Brunnbauer: Man müsste etwas Fantasie für neue Beitrittsmodelle entwickeln. Aktuell gibt es nicht viel politische Energie dafür, wie die EU sich im Inneren ändern könnte, um wieder aufnahmefähig zu werden.

taz: Ist die Aussicht auf einen Beitritt überhaupt noch ein Anreiz für Reformen?

Brunnbauer: Das ist schwer zu sagen, weil die sechs Länder recht unterschiedlich sind. Zumindest die theoretische Option einer Mitgliedschaft motiviert immer noch. Es ist aber offenkundig nicht ausreichend, um etablierte undemokratische oder korrupte Praktiken zu beenden. Wir haben es hier mit Augenwischerei zu tun. Es gibt diese Perspektive, aber das reicht nicht, um wirklich etwas zu verändern.

taz: Das Freihandelsabkommen CEFTA war Thema des Gipfels. Welche Rolle spielt es für die Region?
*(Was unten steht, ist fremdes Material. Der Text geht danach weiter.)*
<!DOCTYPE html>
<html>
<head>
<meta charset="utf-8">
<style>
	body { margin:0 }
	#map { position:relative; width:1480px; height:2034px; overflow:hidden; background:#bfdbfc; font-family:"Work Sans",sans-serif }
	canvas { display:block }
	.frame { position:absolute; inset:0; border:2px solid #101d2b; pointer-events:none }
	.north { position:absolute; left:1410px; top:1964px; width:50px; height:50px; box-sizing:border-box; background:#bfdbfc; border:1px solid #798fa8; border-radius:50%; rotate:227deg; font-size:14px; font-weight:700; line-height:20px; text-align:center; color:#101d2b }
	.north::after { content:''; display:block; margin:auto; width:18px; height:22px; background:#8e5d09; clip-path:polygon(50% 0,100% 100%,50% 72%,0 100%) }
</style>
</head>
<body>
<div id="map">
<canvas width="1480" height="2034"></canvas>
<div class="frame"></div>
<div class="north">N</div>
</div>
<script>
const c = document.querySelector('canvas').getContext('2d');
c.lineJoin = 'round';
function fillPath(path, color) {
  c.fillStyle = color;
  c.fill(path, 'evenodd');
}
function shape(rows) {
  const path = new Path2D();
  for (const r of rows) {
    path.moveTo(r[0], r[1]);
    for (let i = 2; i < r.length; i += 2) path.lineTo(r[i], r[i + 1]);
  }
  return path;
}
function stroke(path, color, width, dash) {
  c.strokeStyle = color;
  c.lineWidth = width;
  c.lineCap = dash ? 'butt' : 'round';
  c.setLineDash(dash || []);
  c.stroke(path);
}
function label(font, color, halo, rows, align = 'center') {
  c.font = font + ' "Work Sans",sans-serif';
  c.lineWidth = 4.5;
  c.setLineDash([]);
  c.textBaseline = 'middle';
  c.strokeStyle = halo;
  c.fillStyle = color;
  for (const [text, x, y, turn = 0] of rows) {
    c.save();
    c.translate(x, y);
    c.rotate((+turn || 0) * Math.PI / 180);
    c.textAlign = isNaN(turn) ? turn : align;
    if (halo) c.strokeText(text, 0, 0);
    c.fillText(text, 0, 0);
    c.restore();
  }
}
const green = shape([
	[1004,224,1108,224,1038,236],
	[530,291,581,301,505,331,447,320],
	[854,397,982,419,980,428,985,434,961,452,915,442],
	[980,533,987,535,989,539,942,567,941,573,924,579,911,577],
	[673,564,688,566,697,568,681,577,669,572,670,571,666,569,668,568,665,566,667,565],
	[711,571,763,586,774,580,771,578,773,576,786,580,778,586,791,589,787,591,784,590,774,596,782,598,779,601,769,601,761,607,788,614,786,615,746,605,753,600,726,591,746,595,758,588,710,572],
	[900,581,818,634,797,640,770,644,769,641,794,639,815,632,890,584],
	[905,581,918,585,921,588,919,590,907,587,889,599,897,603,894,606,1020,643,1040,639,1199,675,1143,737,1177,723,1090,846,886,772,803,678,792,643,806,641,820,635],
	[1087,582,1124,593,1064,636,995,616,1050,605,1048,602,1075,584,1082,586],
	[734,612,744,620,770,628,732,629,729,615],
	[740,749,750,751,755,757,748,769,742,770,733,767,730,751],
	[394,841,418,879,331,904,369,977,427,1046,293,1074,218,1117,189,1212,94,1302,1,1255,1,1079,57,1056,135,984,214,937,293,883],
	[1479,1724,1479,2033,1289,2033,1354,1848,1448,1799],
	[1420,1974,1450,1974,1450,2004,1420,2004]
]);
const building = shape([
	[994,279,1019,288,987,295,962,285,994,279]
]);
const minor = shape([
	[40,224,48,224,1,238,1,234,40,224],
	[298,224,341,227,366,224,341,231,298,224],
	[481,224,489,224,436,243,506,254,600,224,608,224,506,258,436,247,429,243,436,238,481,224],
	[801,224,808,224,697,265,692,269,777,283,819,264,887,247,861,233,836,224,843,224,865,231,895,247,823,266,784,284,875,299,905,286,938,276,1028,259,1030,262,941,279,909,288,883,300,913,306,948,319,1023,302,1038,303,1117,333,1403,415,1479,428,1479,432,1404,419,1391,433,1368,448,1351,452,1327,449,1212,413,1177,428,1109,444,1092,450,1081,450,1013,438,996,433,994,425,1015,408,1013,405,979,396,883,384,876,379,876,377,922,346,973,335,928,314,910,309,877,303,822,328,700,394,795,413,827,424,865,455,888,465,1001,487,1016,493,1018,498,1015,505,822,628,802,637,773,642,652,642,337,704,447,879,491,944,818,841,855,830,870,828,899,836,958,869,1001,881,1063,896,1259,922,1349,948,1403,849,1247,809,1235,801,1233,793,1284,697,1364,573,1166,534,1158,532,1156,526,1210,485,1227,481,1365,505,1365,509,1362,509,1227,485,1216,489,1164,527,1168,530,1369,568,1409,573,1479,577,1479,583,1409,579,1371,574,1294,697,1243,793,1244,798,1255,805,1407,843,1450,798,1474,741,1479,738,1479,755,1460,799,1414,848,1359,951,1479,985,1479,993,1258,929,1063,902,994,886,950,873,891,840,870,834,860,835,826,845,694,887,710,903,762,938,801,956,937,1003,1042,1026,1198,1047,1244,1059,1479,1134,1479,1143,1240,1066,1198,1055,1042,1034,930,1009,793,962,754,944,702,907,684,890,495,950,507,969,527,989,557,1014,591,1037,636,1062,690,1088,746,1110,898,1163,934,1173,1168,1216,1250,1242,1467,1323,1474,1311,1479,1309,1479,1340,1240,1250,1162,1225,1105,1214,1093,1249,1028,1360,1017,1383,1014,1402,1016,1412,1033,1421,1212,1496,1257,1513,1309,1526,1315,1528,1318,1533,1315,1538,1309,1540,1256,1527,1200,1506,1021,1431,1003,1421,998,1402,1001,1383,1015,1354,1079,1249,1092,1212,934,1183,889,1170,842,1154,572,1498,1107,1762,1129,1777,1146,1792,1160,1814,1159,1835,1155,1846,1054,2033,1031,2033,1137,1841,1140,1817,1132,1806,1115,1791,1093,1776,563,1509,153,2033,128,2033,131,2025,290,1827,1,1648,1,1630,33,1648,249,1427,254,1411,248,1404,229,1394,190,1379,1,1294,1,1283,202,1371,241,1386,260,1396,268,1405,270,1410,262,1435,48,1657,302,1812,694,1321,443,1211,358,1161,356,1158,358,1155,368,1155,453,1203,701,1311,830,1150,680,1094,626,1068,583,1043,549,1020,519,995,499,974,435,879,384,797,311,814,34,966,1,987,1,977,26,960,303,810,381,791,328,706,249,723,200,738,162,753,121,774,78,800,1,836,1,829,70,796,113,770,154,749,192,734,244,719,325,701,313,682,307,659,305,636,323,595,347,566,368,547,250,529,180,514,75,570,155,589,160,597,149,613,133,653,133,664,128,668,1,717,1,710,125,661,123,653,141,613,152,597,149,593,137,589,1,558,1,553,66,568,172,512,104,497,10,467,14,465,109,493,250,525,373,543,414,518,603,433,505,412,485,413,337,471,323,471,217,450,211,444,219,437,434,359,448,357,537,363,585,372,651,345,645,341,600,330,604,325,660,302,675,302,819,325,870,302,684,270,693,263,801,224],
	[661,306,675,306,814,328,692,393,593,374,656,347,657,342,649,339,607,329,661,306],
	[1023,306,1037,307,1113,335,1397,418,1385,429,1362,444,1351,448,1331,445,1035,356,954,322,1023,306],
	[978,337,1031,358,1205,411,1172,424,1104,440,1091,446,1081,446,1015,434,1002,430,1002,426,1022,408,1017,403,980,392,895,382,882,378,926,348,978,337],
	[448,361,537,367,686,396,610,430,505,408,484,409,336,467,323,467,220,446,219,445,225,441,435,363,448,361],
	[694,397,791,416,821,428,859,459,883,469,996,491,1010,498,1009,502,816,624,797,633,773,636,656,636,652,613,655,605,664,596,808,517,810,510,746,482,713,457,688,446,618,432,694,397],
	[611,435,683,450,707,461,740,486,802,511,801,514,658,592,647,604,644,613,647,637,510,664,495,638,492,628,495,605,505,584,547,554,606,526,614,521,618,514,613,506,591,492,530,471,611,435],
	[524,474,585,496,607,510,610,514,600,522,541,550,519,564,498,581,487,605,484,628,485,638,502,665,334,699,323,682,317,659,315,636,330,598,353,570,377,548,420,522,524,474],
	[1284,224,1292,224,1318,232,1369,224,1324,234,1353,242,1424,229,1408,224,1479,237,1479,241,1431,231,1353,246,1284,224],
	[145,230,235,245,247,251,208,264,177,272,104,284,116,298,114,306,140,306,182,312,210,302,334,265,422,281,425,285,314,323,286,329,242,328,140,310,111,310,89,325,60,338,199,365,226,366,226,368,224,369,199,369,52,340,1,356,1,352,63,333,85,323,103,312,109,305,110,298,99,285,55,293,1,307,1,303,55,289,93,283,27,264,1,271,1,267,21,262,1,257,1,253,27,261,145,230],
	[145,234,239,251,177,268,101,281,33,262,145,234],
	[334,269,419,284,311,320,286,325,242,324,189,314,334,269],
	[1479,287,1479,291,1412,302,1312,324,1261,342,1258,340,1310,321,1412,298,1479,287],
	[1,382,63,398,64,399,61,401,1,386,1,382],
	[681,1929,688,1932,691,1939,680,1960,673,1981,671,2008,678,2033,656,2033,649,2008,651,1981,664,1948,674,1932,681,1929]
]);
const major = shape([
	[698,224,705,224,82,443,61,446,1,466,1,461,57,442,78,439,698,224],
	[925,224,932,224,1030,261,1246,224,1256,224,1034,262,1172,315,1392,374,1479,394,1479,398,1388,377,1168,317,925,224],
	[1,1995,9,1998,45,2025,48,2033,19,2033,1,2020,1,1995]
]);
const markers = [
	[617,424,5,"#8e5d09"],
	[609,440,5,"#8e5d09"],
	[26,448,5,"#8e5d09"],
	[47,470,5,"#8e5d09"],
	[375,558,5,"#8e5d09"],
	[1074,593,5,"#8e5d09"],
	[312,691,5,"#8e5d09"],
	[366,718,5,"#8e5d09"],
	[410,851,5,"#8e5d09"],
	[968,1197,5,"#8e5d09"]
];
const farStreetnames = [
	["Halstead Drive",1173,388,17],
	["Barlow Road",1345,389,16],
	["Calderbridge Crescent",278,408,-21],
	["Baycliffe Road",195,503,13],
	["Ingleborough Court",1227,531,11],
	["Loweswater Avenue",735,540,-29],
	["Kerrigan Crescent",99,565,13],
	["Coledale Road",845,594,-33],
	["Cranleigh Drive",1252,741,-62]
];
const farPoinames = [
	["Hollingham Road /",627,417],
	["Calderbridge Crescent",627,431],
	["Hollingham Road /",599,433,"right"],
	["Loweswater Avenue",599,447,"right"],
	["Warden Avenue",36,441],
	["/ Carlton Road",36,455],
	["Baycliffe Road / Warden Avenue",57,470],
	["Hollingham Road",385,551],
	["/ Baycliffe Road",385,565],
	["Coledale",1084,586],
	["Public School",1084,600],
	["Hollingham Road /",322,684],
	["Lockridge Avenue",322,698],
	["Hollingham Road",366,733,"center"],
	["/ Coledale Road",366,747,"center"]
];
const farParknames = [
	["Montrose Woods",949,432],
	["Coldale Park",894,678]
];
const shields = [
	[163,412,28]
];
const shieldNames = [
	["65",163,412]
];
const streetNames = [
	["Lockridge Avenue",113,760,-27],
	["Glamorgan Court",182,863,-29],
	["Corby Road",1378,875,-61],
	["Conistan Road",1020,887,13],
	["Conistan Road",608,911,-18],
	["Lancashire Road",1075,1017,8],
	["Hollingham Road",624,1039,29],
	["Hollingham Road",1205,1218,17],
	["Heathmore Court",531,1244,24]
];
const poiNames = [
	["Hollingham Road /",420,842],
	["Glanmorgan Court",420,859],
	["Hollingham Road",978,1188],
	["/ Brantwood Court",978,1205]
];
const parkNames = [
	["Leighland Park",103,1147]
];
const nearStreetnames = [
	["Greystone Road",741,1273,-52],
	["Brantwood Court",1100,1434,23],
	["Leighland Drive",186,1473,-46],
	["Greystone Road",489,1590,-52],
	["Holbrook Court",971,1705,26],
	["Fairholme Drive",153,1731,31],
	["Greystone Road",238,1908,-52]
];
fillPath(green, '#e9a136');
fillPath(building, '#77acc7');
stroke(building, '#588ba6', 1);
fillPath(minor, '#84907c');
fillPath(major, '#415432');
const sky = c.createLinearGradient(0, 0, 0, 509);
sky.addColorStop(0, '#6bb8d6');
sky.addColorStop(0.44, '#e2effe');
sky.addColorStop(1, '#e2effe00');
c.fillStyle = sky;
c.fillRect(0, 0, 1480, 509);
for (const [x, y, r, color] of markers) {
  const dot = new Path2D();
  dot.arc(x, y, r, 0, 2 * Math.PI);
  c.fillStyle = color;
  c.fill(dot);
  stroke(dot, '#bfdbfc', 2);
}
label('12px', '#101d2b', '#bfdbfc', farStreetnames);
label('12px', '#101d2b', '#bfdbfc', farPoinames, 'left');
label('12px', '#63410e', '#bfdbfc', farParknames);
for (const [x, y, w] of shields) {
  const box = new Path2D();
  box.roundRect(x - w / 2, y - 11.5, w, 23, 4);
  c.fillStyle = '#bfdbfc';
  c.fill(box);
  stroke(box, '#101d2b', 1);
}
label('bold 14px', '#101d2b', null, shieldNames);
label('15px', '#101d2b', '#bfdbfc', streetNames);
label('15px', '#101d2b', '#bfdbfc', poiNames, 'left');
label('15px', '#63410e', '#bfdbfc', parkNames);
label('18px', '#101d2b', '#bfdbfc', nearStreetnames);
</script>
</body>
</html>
Brunnbauer: Die Forderung nach regionaler Integration und einer Verstärkung des Handels zwischen den Ländern ist sinnvoll. Zu hoffen ist, dass sich vor allem die bilateralen politischen Beziehungen verbessern. Aber einen wirklichen Fortschritt kann man davon nicht erwarten. Dazu sind die Ökonomien einfach zu gleich.

taz: Was bedeutet das?

Brunnbauer: Es gibt kaum etwas, womit die Westbalkanstaaten untereinander handeln können, weil sie so wenig produzieren. Für das, was sie exportieren können, gibt es kaum Märkte in den anderen CEFTA-Ländern. Die wenigsten Branchen sind konkurrenzfähig genug, um innerhalb der EU oder des Weltmarkts zu bestehen. Das wird CEFTA nicht ändern.

taz: Wie kann man den Handel der Länder stärken, wenn nicht durch CEFTA?

Brunnbauer: Besser wäre es, den Ländern einen Zugang zum EU-Binnenmarkt zu ermöglichen. Das könnte man vor einer Vollmitgliedschaft in den politischen Strukturen der EU durchsetzen.

taz: Also braucht es neue Beitrittsmodelle?

Brunnbauer: Es gibt Befürworter von so einem graduellen Beitrittsprozess. Wo der EU-Beitritt eines Landes nicht alle Rechte und Pflichten umfasst, sondern erst den Zugang zum Binnenmarkt regelt.

taz: Wie realistisch ist so eine graduelle Integration?

Brunnbauer: Das Problem ist, dass alle Ökonomien im Westbalkan eher klein und unattraktiv sind. Außerdem existieren aufgrund des starken staatlichen Einflusses keine funktionalen Marktwirtschaften.

taz: Können Sie ein Beispiel nennen?

Brunnbauer: Serbien ist sicherlich der markanteste Fall. Es ist das Land, das mittlerweile im Westbalkan am autoritärsten ist. Es herrscht keine Demokratie mehr. Die Wirtschaft ist korrumpiert.

taz: Deutschland scheint das nicht zu stören. Beide Länder haben kürzlich eine strategische Partnerschaft geschlossen. Was halten Sie von dem deutschen Lithium-Deal?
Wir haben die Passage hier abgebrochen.